Em representação da RTP falou Hugo Andrade, administrador da estação pública desde 2018 – inicialmente estava prevista a participação do novo presidente da RTP, Nicolau Santos.

O administrador da RTP preferiu focar  a questão na forma como um ecossistema de media equilibrado pode fortalecer o jornalismo e a atividade dos jornalistas. “Penso que esse é um tema que transcende em muito o mercado português. É um tema verdadeiramente mundial. Toda a área do entretenimento, mas principalmente do jornalismo carece de modelos novos”, começou por afirmar.

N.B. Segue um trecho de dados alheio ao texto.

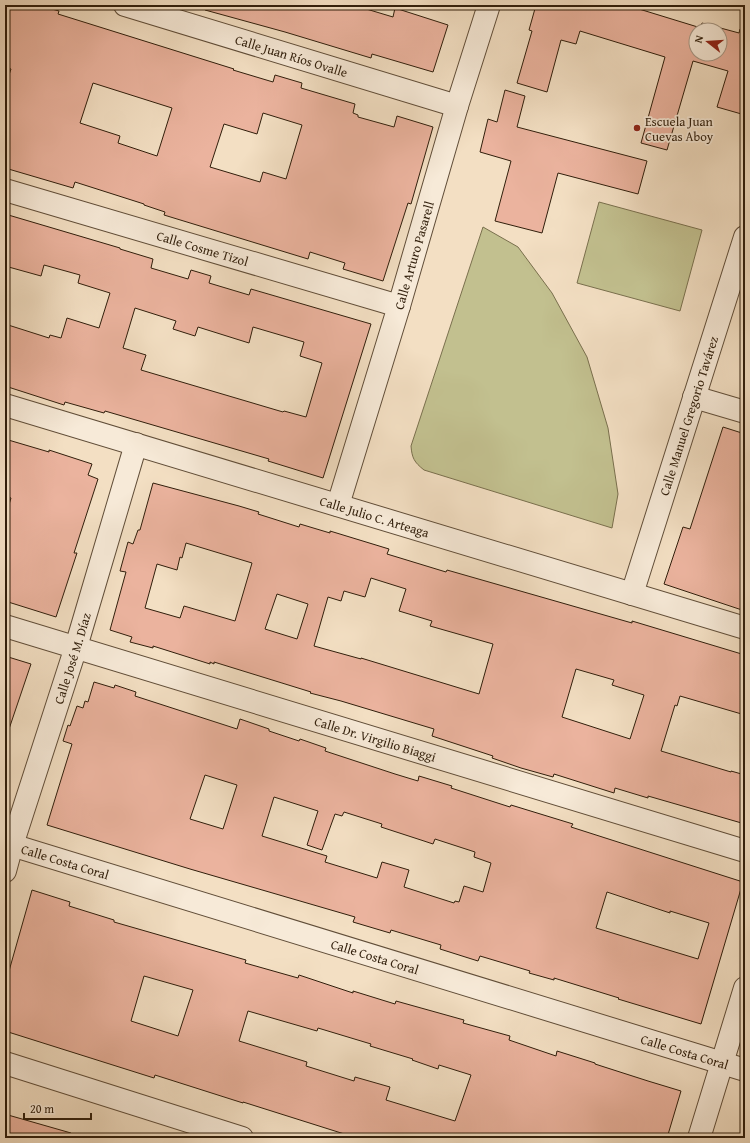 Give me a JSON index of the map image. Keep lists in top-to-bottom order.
{
  "streets": {
    "street": [
      "Calle Juan Ríos Ovalle",
      "Calle Cosme Tizol",
      "Calle Arturo Pasarell",
      "Calle Manuel Gregorio Tavárez",
      "Calle Julio C. Arteaga",
      "Calle José M. Díaz",
      "Calle Dr. Virgilio Biaggi",
      "Calle Costa Coral"
    ]
  },
  "crossings": [
    ["Calle Juan Ríos Ovalle", "Calle Arturo Pasarell"],
    ["Calle Cosme Tizol", "Calle Arturo Pasarell"],
    ["Calle Arturo Pasarell", "Calle Julio C. Arteaga"],
    ["Calle Manuel Gregorio Tavárez", "Calle Julio C. Arteaga"],
    ["Calle Julio C. Arteaga", "Calle José M. Díaz"],
    ["Calle José M. Díaz", "Calle Dr. Virgilio Biaggi"],
    ["Calle José M. Díaz", "Calle Costa Coral"]
  ],
  "places": ["Escuela Juan Cuevas Aboy"],
  "scale_bar": "20 m",
  "north": "left"
} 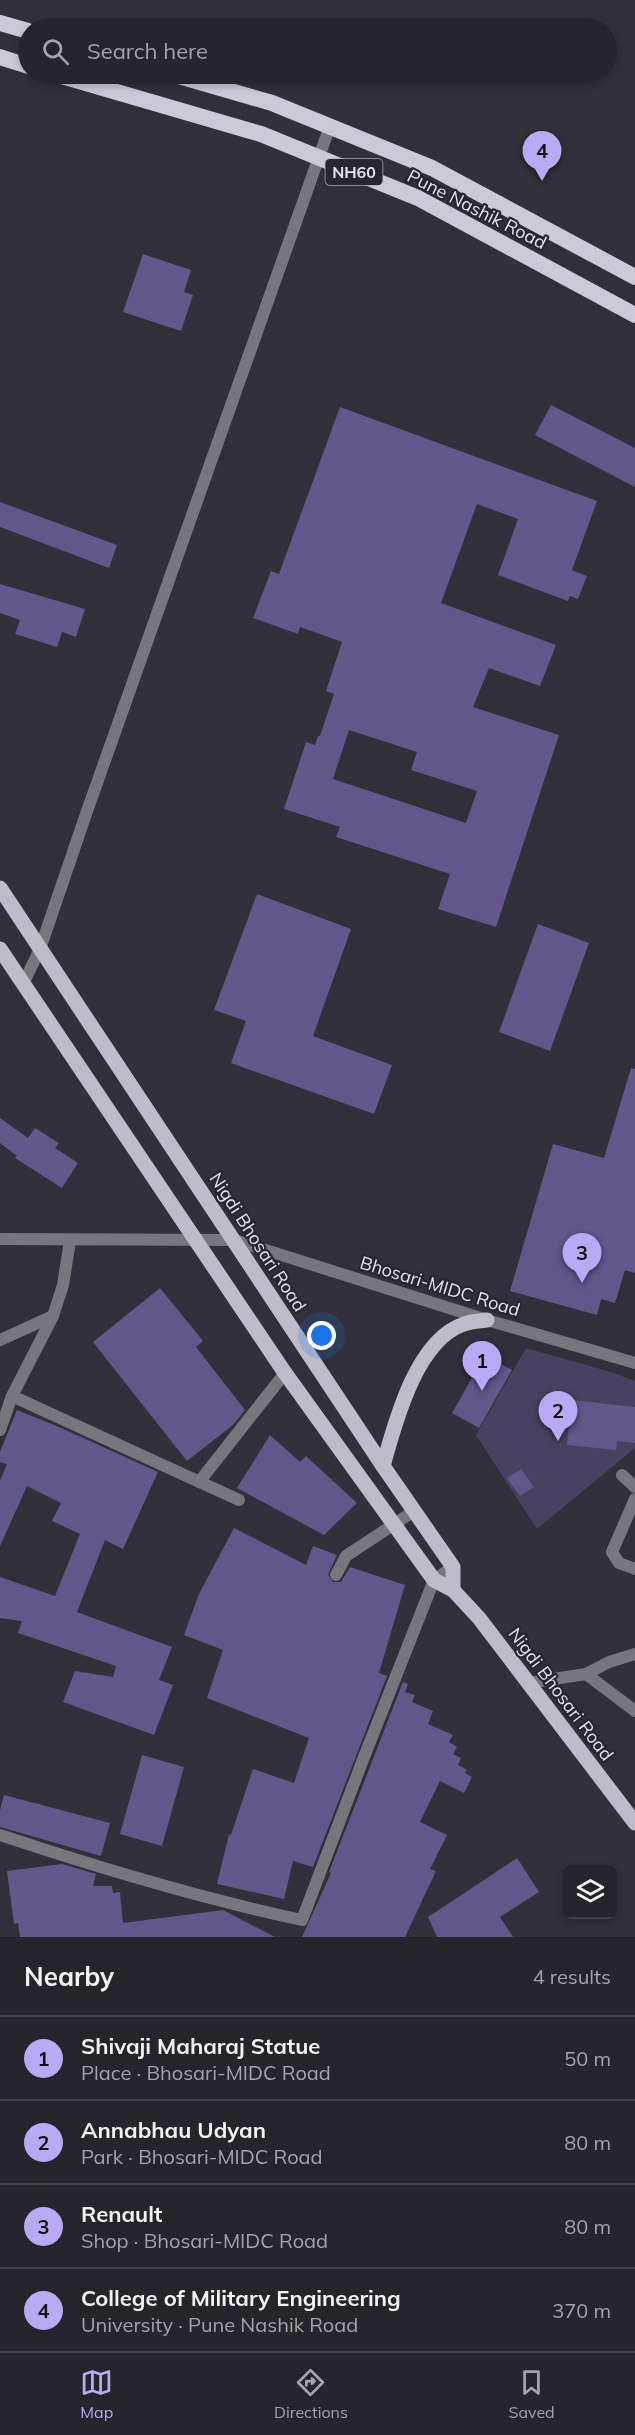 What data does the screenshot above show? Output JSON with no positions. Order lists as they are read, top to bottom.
{
  "streets": {
    "highway": ["NH60", "Pune Nashik Road"],
    "main road": ["Nigdi Bhosari Road"],
    "street": ["Bhosari-MIDC Road"]
  },
  "crossings": [
    ["Nigdi Bhosari Road", "Bhosari-MIDC Road"]
  ],
  "page": {
    "search": "Search here",
    "pins": [
      "4",
      "3",
      "1",
      "2"
    ],
    "heading": ["Nearby", "4 results"],
    "list": [
      {
        "mark": "1",
        "name": "Shivaji Maharaj Statue",
        "note": "Place · Bhosari-MIDC Road",
        "value": "50 m"
      },
      {
        "mark": "2",
        "name": "Annabhau Udyan",
        "note": "Park · Bhosari-MIDC Road",
        "value": "80 m"
      },
      {
        "mark": "3",
        "name": "Renault",
        "note": "Shop · Bhosari-MIDC Road",
        "value": "80 m"
      },
      {
        "mark": "4",
        "name": "College of Military Engineering",
        "note": "University · Pune Nashik Road",
        "value": "370 m"
      }
    ],
    "nav": ["Map", "Directions", "Saved"]
  }
} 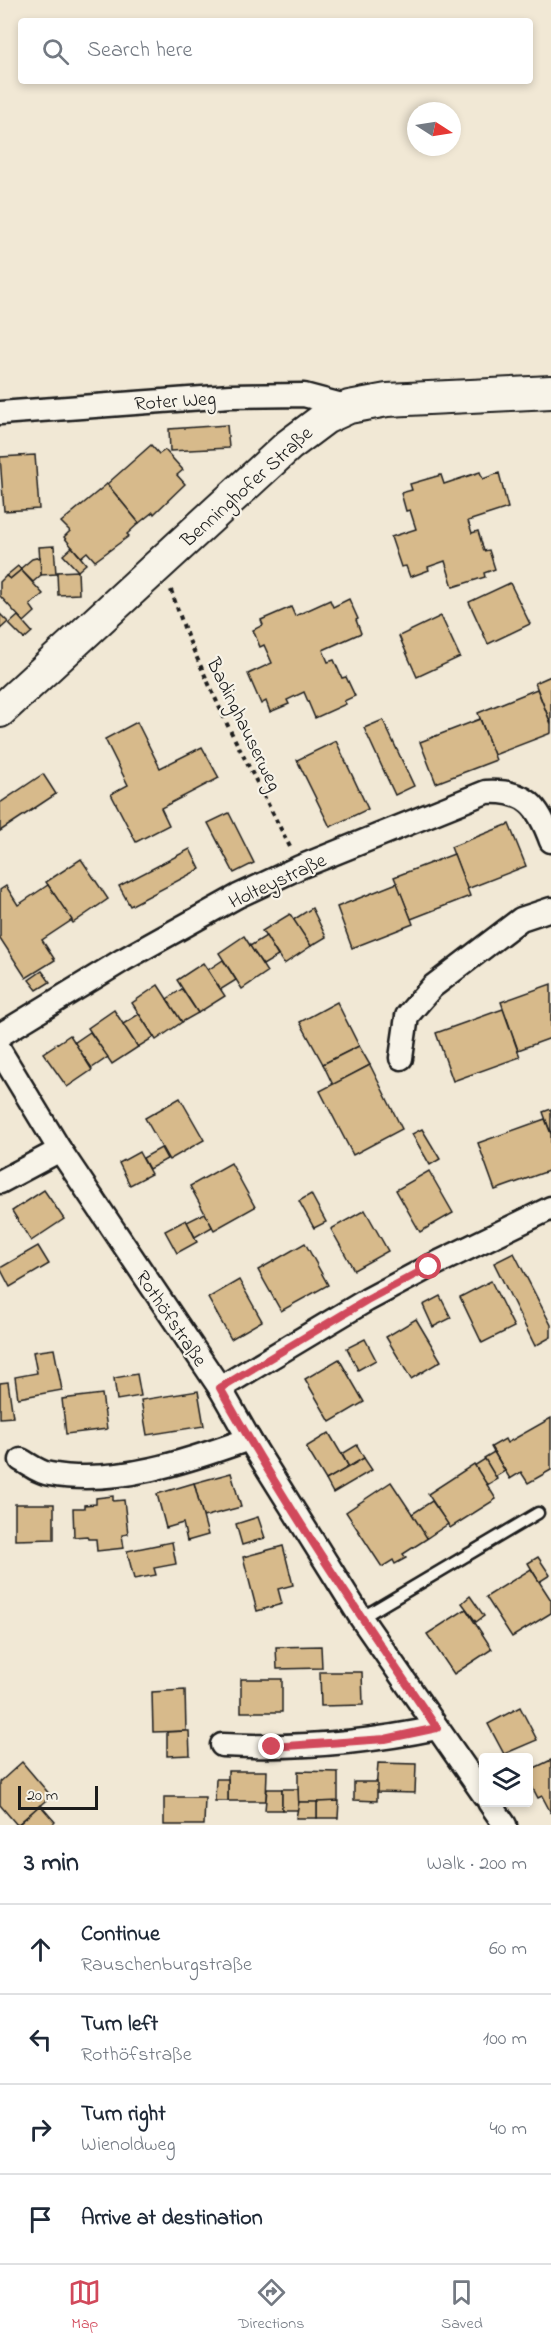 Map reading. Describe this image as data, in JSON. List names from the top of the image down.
{
  "streets": {
    "main road": ["Benninghofer Straße"],
    "street": ["Roter Weg", "Holteystraße", "Rothöfstraße"],
    "path": ["Badinghauserweg"]
  },
  "crossings": [
    ["Roter Weg", "Benninghofer Straße"],
    ["Badinghauserweg", "Holteystraße"]
  ],
  "scale_bar": "20 m",
  "north": "right",
  "page": {
    "search": "Search here",
    "scale": "20 m",
    "heading": ["3 min", "Walk · 200 m"],
    "list": [
      ["Continue", "Rauschenburgstraße", "60 m"],
      ["Turn left", "Rothöfstraße", "100 m"],
      ["Turn right", "Wienoldweg", "40 m"],
      "Arrive at destination"
    ],
    "nav": ["Map", "Directions", "Saved"]
  }
}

“Não podemos nunca esquecer  que a qualidade do jornalismo é um dos principais garantes da democracia. Os países ocidentais têm de reconhecer esse facto. Há vários mercados que têm intervenção por parte do Estado, através de regulação ou leis. [Em Portugal] a defesa da qualidade do jornalismo devia estar nas prioridades desses governos”, prosseguiu.

Para Hugo Figueiredo o modelo de negócio dos media tradicionais assenta num tipo de gestão que funcionou “nos últimos 50 ou 60 anos até determinado momentos” e que a agora está “a esgotar-se”.

“Devolver à sociedade a capacidade de manter o jornalismo independente, isso é muito relevante”, realçou. Por isso, defendeu: “Todas as medidas que contribuam para que a qualidade do jornalismo serão sempre medidas bem-vindas”.

 

Google investe oito milhões de euros em projetos de media em Portugal

No mesmo painel de debate estava o country manager da Google Portugal, Bernardo Correia, que procurou construir ideias pré-feitas sobre o que faz uma empresa como a Google aos conteúdos dos media. O gestor rejeitou a ideia de que a Google rouba conteúdos e os monetiza à conta dos media tradicionais, defendendo uma posição de parceria entre os media tradicionais, o jornalismo e a Google.  Nesse sentido, Bernardo Correia anunciou que a Google Portugal já investiu oito milhões de euros em projetos de inovação em media.

Primeira desconstrução, a ideia que a Google “rouba” conteúdos ou que faz dinheiro com o conteúdo dos outros. Embora nenhum dos gestores dos media tenha acusado a Google de roubar conteúdos, mas sim de os desviar para outros canais, Bernardo Correia explicou o lado da multinacional de origem norte-americana: “A Google não rouba conteúdos a ninguém. A Google cria links para os conteúdos dos outros e envia o tráfego para esses sites”.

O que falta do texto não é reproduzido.